INDUSTRY NEWS
Cruise execs: Europe sailings show that U.S., too, is ready (Travel Weekly Magazine)
With large- and small-ship cruising underway in Europe, industry stakeholders are encouraged that success there can be replicated in the U.S.
Cruise executives pointed out the European activity when pleading with the U.S. Centers for Disease Control and Prevention (CDC) to lift its No Sail Order, which now will expire at the end of October.
Both planned to launch second ships in the Mediterranean this month and next.
Prior to the large-ship restart, the European-based lines Hurtigruten, SeaDream Yacht Club and Ponant Cruises had all been operating on the Continent as early as June, with only Hurtigruten reporting a large-scale Covid outbreak, which it blamed on its own internal mistakes.
"We are so happy to see MSC and Aida and Costa cruise in Europe," Del Rio said. "It proves it can be done. I am 100% certain our protocols are second to none and it will be safe to cruise from America."
Rick Sasso, chairman of MSC Cruises USA, told the same lawmakers that his brand's Europe relaunch "shows that cruising can be done safely. The protocols we put in place for our first cruises in Europe are working effectively."
He added that MSC's relaunch was achieved in "close collaboration" with European authorities and that the line had gone "above and beyond" the required standards.
"We are ready to work with authorities in the U.S. directly to plan for a safe and successful start of cruising in the U.S.," Sasso said.
One brand has already decided to take its model to U.S. cruisers: SeaDream this week said it will bring its 100-passenger SeaDream I to Barbados in November, to launch seven-day cruises visiting only St. Vincent and the Grenadines and Grenada, which are open to Americans.
Protocols will be similar to what they were in Norway: getting tested before flying into Barbados and again before boarding, and onboard social distancing. As of now, mask-wearing onboard will not be mandatory. SeaDream also said it is likely that the line will have to limit passengers to its own shore excursions.
The Norway-based line resumed cruises from Oslo in June. In early August, a Danish passenger who had disembarked the SeaDream I tested positive for Covid-19, but no other passengers or crew tested positive, and the line later said it was a false positive.

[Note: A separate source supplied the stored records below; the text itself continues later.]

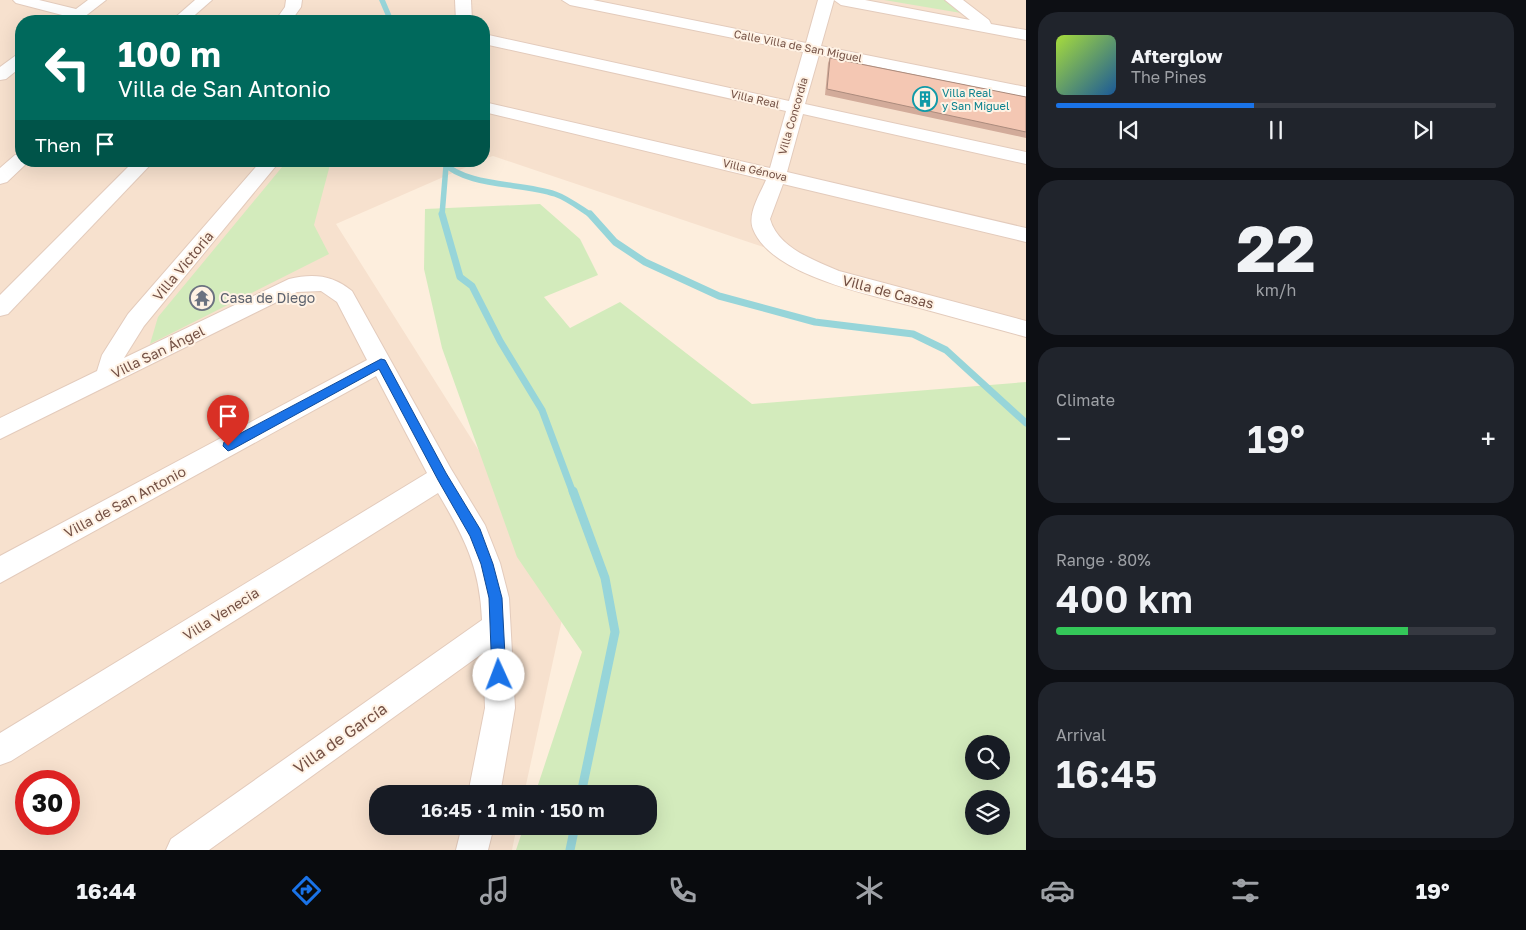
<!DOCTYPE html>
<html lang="en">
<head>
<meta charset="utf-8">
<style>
  :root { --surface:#171b24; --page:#20242c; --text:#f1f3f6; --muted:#9ea1a6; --line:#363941; --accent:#1a73e8 }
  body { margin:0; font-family:"Golos Text",sans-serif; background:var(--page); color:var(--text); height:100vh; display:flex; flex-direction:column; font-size:19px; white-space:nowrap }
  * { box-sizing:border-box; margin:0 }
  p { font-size:16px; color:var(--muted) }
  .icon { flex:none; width:28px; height:28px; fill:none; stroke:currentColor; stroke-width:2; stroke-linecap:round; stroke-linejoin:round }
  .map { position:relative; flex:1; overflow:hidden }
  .side { display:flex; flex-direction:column; gap:12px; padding:12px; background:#0d0f14; width:500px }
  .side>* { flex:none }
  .hud { position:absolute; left:15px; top:15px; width:475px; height:152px; border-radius:20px; box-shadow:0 5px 20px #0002; background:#00695c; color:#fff; overflow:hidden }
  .buttons { position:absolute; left:965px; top:735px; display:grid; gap:10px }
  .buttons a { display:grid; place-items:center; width:45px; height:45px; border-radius:50%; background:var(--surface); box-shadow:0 5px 20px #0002; font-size:25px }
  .speed { position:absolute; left:15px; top:770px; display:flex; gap:10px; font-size:25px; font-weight:700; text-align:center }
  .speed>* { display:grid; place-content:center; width:65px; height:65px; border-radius:50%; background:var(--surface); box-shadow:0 5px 20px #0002; line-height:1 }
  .speed .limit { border:8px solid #d22; background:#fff; color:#111 }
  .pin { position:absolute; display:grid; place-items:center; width:42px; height:42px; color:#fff; margin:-51px -21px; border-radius:50% 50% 50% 0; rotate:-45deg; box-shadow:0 0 5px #0007 }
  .pin .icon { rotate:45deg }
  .me { position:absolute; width:55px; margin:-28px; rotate:358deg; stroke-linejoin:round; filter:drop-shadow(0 0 4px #0008) }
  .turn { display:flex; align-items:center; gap:18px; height:105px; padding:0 20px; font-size:22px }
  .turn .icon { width:65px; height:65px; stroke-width:2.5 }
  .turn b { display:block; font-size:35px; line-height:42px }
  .then { display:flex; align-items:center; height:48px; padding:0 20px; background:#0003; gap:10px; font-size:19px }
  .big { font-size:38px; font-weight:600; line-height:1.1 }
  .side .widget { flex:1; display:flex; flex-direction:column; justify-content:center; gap:8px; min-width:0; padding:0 18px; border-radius:20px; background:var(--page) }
  .side .dial { align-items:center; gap:0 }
  .dial b { font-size:65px; line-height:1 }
  .song { display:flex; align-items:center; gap:15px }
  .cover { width:60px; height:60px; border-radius:8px; background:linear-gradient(135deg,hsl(80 70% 55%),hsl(210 70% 35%)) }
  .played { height:5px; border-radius:2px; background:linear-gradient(90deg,var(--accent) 45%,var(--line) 45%) }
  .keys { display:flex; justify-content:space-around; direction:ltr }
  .heat { display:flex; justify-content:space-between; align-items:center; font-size:28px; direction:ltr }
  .charge { height:8px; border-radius:4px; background:linear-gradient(90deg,#34c759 80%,var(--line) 0) }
  .trip { position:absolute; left:369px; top:785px; width:288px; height:50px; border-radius:20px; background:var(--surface); box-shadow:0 5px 20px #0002; font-weight:600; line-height:50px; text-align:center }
  .tab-bar { display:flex; height:80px; justify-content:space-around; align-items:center; background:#090b0e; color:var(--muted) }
  .tab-bar .icon { width:35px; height:35px }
  .tab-bar .current { color:var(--accent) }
  .tab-bar b { font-size:22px; color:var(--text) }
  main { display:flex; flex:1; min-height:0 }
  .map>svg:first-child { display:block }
</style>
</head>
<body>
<main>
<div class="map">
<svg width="1026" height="850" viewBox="0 0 1026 850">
  <rect width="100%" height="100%" fill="#fdeedd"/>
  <!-- residential -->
  <path fill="#f7e1ce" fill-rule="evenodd" d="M0 0H1026V322L814 264 493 156 484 159V21H21V161H480L336 224 568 592 524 794H378V826H517L512 850H0ZM26 781H69V824H26Z"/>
  <!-- green -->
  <g fill="#d3ebbc" fill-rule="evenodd">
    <path d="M884 0H945L961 13Z"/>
    <path d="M287 161H331L314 225 329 254 150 344 158 317Z"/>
    <path d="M540 204 580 239 598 275 544 297 570 328 620 302 752 404 1026 382V850H516L524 826H648V794H535L582 652 517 557 442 348 424 269 425 209ZM974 744H1001V771H974ZM974 799H1001V826H974Z"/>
  </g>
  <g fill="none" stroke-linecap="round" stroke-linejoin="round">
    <!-- stream-far2 -->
    <g stroke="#97d5d9" stroke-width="5.5">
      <path d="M382 0 391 21"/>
      <path d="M441 161C468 188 520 182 555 194 567 198 580 208 591 215"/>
      <path d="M442 215 446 166"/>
    </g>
    <!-- stream-far1 -->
    <g stroke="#97d5d9" stroke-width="7">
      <path d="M442 214 460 277 472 286 500 341 542 410 573 493"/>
      <path d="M590 214 615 242 645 262 719 296 815 322 913 334 946 350 1026 423"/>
    </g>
    <!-- stream -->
    <g stroke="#97d5d9" stroke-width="9">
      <path d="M573 491 605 578 615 632 581 794"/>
      <path d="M570 850 575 826"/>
    </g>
    <defs>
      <g id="minor">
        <path d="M13 0H39L76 9 88 0H106L79 21H62L66 16 16 3Z"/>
        <path d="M195 0H212L188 21H171Z"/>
        <path d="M286 0H302L301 7 291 21H275L285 7Z"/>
        <path d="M455 0H471L472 21H456Z"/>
        <path d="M562 0H593L806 43 818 0H865L970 20 945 0H963L989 20 991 24 1026 30V40L841 5 834 0 821 46 1026 87V97L819 55 805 104 1026 152V164L803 114 787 172 1026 228V242L783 184 770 219C778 248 814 260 839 271L1026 321V337C989 327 953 317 916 307 872 295 771 276 753 229 747 214 760 194 766 180L484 112V102L770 168 786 111 484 44V34L789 101 803 52 570 5Z"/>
        <path d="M21 54V67L6 79 0 80V67L15 56Z"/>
        <path d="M21 153V161H29L27 163 7 182 0 184V168L15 155Z"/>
        <path d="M134 161H154L8 314 0 316V295Z"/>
        <path d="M261 161H280L144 326 124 358 289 279C313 273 333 275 352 291L451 469 485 525 500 563 509 598 515 708 500 794H468L485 708 483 653 209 850H166L171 839 482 620C480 567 464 537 438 493L11 761 0 765V733L427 473 376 376 0 583V556L367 360 337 302 321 291 297 292 0 439V418L97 371 102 355 128 314Z"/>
        <path d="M462 826H494L488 850H456Z"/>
      </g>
    </defs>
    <!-- minor casing -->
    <use href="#minor" stroke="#e3cbbc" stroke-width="2"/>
    <!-- minor -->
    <use href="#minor" fill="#fff" fill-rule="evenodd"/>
  </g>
  <!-- wall -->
  <path fill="#d2ab9a" d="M830 58 1026 97V138L825 95 828 63Z"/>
  <!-- building -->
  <path fill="#f4c7b3" stroke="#ab8b7d" d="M830 58 1026 97V132L827 89Z"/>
  <!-- route -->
  <path fill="#1a73e8" stroke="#114b97" d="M381 359 385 360 446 473 480 529 493 564 502 598 506 675 504 680 499 682 494 680 492 675 489 598 481 564 470 536 438 480 379 369 233 449 228 451 223 446 224 442Z"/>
  <!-- icons -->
  <defs>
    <symbol id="building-ring" viewBox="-11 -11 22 22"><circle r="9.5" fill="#fff2e4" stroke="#0f9aa8" stroke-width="1.5"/><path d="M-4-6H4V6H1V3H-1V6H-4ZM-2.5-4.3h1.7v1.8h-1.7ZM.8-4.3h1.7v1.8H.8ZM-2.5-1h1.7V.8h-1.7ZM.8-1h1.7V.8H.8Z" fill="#0f9aa8"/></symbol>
    <symbol id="temple-ring" viewBox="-11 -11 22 22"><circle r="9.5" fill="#fff2e4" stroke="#6b7280" stroke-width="1.5"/><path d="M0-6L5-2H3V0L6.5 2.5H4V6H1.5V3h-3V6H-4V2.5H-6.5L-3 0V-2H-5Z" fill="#6b7280"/></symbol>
  </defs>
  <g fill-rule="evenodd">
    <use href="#building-ring" x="911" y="85" width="28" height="28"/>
    <use href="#temple-ring" x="188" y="284" width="28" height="28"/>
  </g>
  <g text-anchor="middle" stroke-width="4" stroke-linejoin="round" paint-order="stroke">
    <!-- far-street labels -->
    <g font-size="11" fill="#745145" stroke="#fff2e4">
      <text transform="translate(798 46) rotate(11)" y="4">Calle Villa de San Miguel</text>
      <text transform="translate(755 99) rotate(13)" y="4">Villa Real</text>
      <text transform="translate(793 116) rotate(-74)" y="4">Villa Concordia</text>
      <text transform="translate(755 170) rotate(13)" y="4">Villa Génova</text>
    </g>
    <!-- far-culture labels -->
    <g font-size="11" fill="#0d838f" stroke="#fff2e4" text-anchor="start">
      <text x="942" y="97">Villa Real<tspan x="942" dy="13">y San Miguel</tspan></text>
    </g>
    <!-- street labels -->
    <g font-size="14" fill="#745145" stroke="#fff2e4">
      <text transform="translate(183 266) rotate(-50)" y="5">Villa Victoria</text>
      <text transform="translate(888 292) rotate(15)" y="5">Villa de Casas</text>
      <text transform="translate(158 352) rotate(-26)" y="5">Villa San Ángel</text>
      <text transform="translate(125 502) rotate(-28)" y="5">Villa de San Antonio</text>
      <text transform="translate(221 614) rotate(-32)" y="5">Villa Venecia</text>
    </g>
    <!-- worship labels -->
    <g font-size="14" fill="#5b616d" stroke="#fff2e4" text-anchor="start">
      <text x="220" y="303">Casa de Diego</text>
    </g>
    <!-- near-street labels -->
    <g font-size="16" fill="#745145" stroke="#fff2e4">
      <text transform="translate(340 738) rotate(-35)" y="6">Villa de García</text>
    </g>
  </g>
</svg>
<div class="buttons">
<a><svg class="icon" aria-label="search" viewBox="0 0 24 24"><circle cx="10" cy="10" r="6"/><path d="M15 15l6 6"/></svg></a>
<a><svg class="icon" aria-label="layers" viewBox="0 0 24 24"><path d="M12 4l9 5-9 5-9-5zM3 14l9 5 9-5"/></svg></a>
</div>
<div class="speed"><div class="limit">30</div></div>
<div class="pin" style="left:228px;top:446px;background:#d93025"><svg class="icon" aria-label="arrive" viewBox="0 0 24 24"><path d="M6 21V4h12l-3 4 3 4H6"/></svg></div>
<svg class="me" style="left:499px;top:675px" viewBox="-20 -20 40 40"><circle r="19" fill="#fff"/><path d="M0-13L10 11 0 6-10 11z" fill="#1a73e8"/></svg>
<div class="trip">16:45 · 1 min · 150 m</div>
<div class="hud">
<div class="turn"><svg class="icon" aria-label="left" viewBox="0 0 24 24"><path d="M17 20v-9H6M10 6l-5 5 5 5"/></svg><div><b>100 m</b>Villa de San Antonio</div></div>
<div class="then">Then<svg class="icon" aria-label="arrive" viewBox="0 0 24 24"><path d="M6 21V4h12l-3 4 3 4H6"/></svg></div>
</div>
</div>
<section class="side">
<div class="widget">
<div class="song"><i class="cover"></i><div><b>Afterglow</b><p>The Pines</p></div></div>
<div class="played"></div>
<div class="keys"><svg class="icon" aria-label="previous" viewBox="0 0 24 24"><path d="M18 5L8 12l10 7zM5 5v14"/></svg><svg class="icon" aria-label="pause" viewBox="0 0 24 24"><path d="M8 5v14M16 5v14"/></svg><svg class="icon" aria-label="next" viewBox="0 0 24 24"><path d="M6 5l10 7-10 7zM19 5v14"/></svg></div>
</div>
<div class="widget dial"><b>22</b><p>km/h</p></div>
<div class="widget"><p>Climate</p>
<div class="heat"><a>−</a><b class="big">19°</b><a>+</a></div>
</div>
<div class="widget"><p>Range · 80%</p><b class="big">400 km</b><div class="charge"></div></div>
<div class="widget"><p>Arrival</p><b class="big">16:45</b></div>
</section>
</main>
<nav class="tab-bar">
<b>16:44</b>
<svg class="icon current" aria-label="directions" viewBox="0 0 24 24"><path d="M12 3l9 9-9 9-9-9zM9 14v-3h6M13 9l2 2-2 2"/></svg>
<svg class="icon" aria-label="music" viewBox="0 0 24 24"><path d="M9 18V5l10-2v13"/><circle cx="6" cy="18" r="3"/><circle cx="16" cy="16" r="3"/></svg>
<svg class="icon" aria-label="phone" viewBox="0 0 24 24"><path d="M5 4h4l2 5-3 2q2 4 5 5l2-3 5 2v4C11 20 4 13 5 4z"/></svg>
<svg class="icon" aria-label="climate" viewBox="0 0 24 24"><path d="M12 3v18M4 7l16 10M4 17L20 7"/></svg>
<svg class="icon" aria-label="car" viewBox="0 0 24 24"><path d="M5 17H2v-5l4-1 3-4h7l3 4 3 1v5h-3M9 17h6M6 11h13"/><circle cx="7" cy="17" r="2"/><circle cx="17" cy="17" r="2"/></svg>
<svg class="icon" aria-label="filters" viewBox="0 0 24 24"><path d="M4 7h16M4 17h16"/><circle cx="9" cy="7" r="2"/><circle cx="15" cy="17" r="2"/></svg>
<b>19°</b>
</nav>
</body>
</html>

Health experts and cruise executives have said that the outcome of that case and three others gave the industry a chance to learn. And they were encouraged that when individual passengers have tested positive for Covid on three small ships in August, no further spread was found among passengers or crew.
"That ability to contain an infection if one occurs on a ship is critical," said Dr. Jewel Mullen, an associate dean at University of Texas Austin's Dell Medical School and an advisor to Carnival Corp. on its return-to-service plan. "I think it's really encouraging to see no subsequent spread.
"That is what you want to see happen," she continued. "That's why the planning can't just be about testing people who get on, because we know there is no test that will be 100% certain to keep people off ships who don't have symptoms and haven't gotten ill yet."
A combination of testing, onboard protocols and what passengers do before and after a cruise is all part of "the whole package" that Mullen said should be part of any successful cruising restart.
And while "protocols are really important," she said, "they have to be accompanied by the passengers' willingness to abide by them."
She said the lack of additional cases on those ships "maybe reflects that the passengers were also partners in upholding the protocols that the companies have put it place. You can look at it as a mandate or requirement, or as a contract or mutual commitment that travelers share with one another for everybody's well-being."
Whether Americans will be as willing to abide as closely to such rules as Europeans have is unknown. Mask-wearing is a political football in this country, with the anti-mask contingent labeling a mask mandate government overreach.
"It wasn't great, but now there are signs up all over town, and merchants are refusing entry to those without masks -- that's not going to happen on a ship," he said. "I would hope that the CDC requires masks, which would be the only way my core clients or I would sail. On the larger ships, they'd have to manage everything fairly tightly, or things could get out of hand pretty quickly."